Fixed and variable length records

An example of sizing a fixed-length file
Let us look in more detail at how a computerised database might store data using fixed-length records. We will use an example to see how to work out the size of a file that holds fixed-length records and what we need to consider. Information in a computer database is stored in an organised manner. Consider the following database of information, about dogs. There are seven ‘fields’ in each ‘record’ in this ‘file’.

ID

Name

Type

Date of Birth

Gender

Weight (Kg)

Owner’s phone number

0001

Prince

Poodle

21/08/02

M

15.7

234232

0002

Gnash

Bulldog

03/04/99

F

16.5

554543

0003

Sammy

Terrier

10/09/01

F

13.9

654455

0004

Freddy

Alsatian

12/12/00

M

20.0

712323

0005

Sammy

Greyhound

07/01/97

F

18.5

665643

 A file of records about dogs.

There are five database terms you need to be familiar with.

Field
A field is an individual piece of information. In the above example, ID is a field, Name is a field, Type is a field and so on. Fields are also known as ‘attributes’. Note that fields correspond to columns in a table.

Record
When you put some data into fields, all the data about one person, or one pet, or one subject and so on, make up a ‘record’. Records correspond to rows in a table. For example, all the information about Prince is referred to as ‘Prince's record’.

File
All of the records together make up a file of information.

Database
Whether you have just one file, or whether you have lots of files in a system, together they are known as a ‘database’. If your files are interconnected in some way, then they are known as a ‘relational database’. You will learn to love relational databases later in the book!

Primary key
Every record needs a primary key. It is a piece of data that is unique for that record. It can be used to pick out one and only one record. Looking at the small example above, there are 2 dogs called Sammy. Imagine if there were hundreds of dogs called Sammy. We will need to pick out from time to time individual records. Often, the only way we can do this is to add a new field to our database. This field is called the ‘Primary Key’. You may know lots of examples of primary keys - a pupil ID number on the pupil database, a National Insurance number, a driving licence number, a club membership number and so on. Without primary keys, you have no way of picking out only one particular record. If you are making a database and you don't have a field whose data is unique for each record, then you need to add one, perhaps an ID field, for example.

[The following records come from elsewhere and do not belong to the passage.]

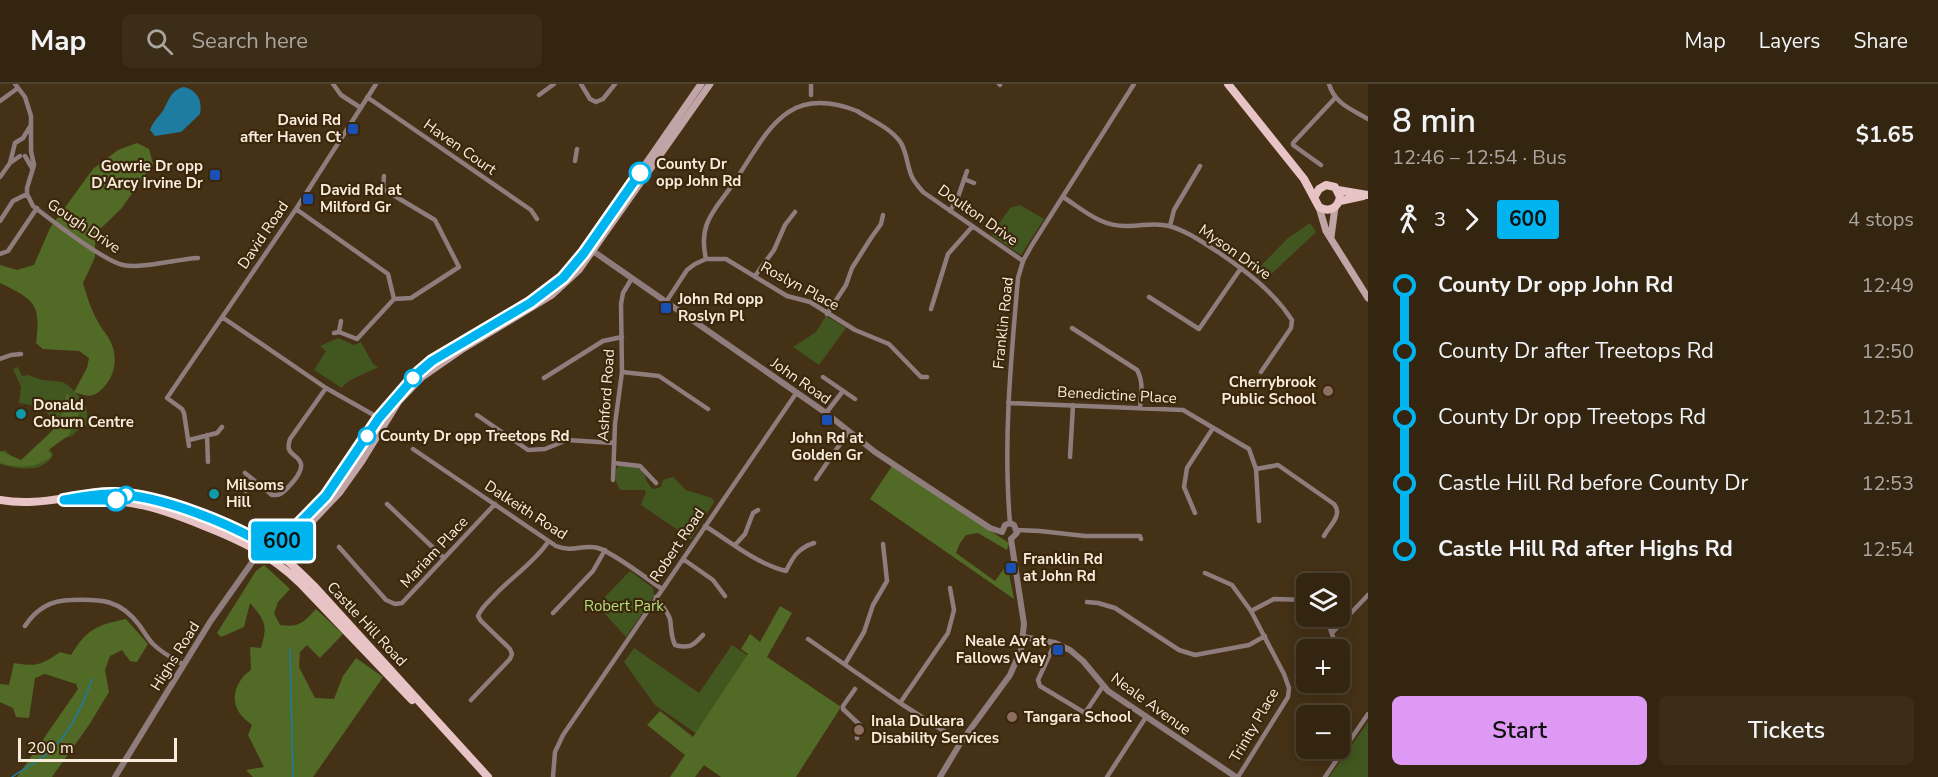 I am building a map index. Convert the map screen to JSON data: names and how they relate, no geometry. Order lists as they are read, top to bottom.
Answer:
{
  "streets": {
    "main road": ["Castle Hill Road"],
    "street": [
      "Haven Court",
      "Doulton Drive",
      "Gough Drive",
      "David Road",
      "Myson Drive",
      "Roslyn Place",
      "Franklin Road",
      "John Road",
      "Ashford Road",
      "Benedictine Place",
      "Dalkeith Road",
      "Robert Road",
      "Mariam Place",
      "Highs Road",
      "Neale Avenue",
      "Trinity Place"
    ]
  },
  "crossings": [
    ["Haven Court", "David Road"],
    ["Doulton Drive", "Franklin Road"],
    ["Myson Drive", "Franklin Road"],
    ["Franklin Road", "John Road"],
    ["Franklin Road", "Benedictine Place"],
    ["John Road", "Ashford Road"],
    ["John Road", "Robert Road"],
    ["Dalkeith Road", "Mariam Place"],
    ["Castle Hill Road", "Highs Road"],
    ["Neale Avenue", "Trinity Place"]
  ],
  "parks": ["Robert Park"],
  "places": {
    "transit": [
      "David Rd after Haven Ct",
      "Gowrie Dr opp D'Arcy Irvine Dr",
      "David Rd at Milford Gr",
      "John Rd opp Roslyn Pl",
      "John Rd at Golden Gr",
      "Franklin Rd at John Rd",
      "Neale Av at Fallows Way"
    ],
    "other": [
      "County Dr opp John Rd",
      "Cherrybrook Public School",
      "Donald Coburn Centre",
      "County Dr opp Treetops Rd",
      "Milsoms Hill",
      "Tangara School",
      "Inala Dulkara Disability Services"
    ]
  },
  "lines": ["bus line 600"],
  "scale_bar": "200 m",
  "page": {
    "header": "Map",
    "search": "Search here",
    "nav": ["Map", "Layers", "Share"],
    "on_map": "600",
    "heading": ["8 min", "12:46 – 12:54 · Bus", "$1.65"],
    "legs": ["3", "600", "4 stops"],
    "list": [
      {
        "name": "County Dr opp John Rd",
        "value": "12:49"
      },
      {
        "name": "County Dr after Treetops Rd",
        "value": "12:50"
      },
      {
        "name": "County Dr opp Treetops Rd",
        "value": "12:51"
      },
      {
        "name": "Castle Hill Rd before County Dr",
        "value": "12:53"
      },
      {
        "name": "Castle Hill Rd after Highs Rd",
        "value": "12:54"
      }
    ],
    "map_buttons": ["+", "−"],
    "buttons": ["Start", "Tickets"],
    "scale": "200 m"
  }
}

Decide on the data type and size to allow
If you have ever set up a database, then you will have told your application what data type you want to use for each of your fields in a file, and also some information about how much space to allow for each field. This information would be brought together in a document called a ‘Data Dictionary'. For example, in the dog file, you may have decided on the following:

ID. This field is not a number but is an ID code. Therefore we will not use data type Integer but will use data type text instead. We will assume that the maximum number of dogs that will ever be in this file is 5000 so that an ID code of 4 characters long will be fine. We will allow 4 bytes for the ID code, one byte for each character.

Name. We know that some people give their dogs very long names. It is difficult to judge what to allow so we will allow plenty of room for error. We will allow 50 bytes, data type text.

    • Type. Let us assume that we have identified 203 different breeds of dog. The longest breed name is 28 characters long. If we allow that for each breed, there will be a lot of waste. For example, ‘Poodle’ only needs six bytes not 28. Because there are a fixed number of choices, we will code up the breeds. If we use one character, we can represent 26 breeds. If we use 2 characters, we can represent 26 x 26 = 676 breeds. This is more than enough. We could give Poodle the code PO, Alsatian AL and so on. We will therefore make this field data type text and allow 2 bytes.
    • Date of birth. This needs to be in the format DD/MM/YY. This is therefore data type Date and requires 6 bytes.
    • Gender. This is data type Boolean because a dog can only be either male or female. Allow 1 bit.
    • Weight. This is a real number. We only need 1 decimal place and the range of numbers is small therefore allow 2 bytes. (Real numbers will be represented using the floating-point system).
    • Owner's telephone number. This is data type text (because telephone numbers may include leading zeros and spaces). We will allow 6 bytes, to represent 12 digit numbers in BCD format.

We now have the following:

ID            Text       4 bytes 
Name     Text      50 bytes               
Type       Text       2 bytes 
DofB       Date     6 bytes 
Gender  Bool      1 bit      
Weight   Real     2 bytes 
Phone    BCD     6 bytes 

sizing
 

We need to remember when sizing a file that we are estimating the file size, not working out an exact size. Therefore, we can round numbers as we see fit. Let’s now look at the five steps in estimating the file size.

STEP 1 - Decide on the fields.
Write down the fields you need in your database.

STEP 2 - Allocate data types and sizes.
For each field, state what data type it is and then state the number of bytes you are going to allow for that field.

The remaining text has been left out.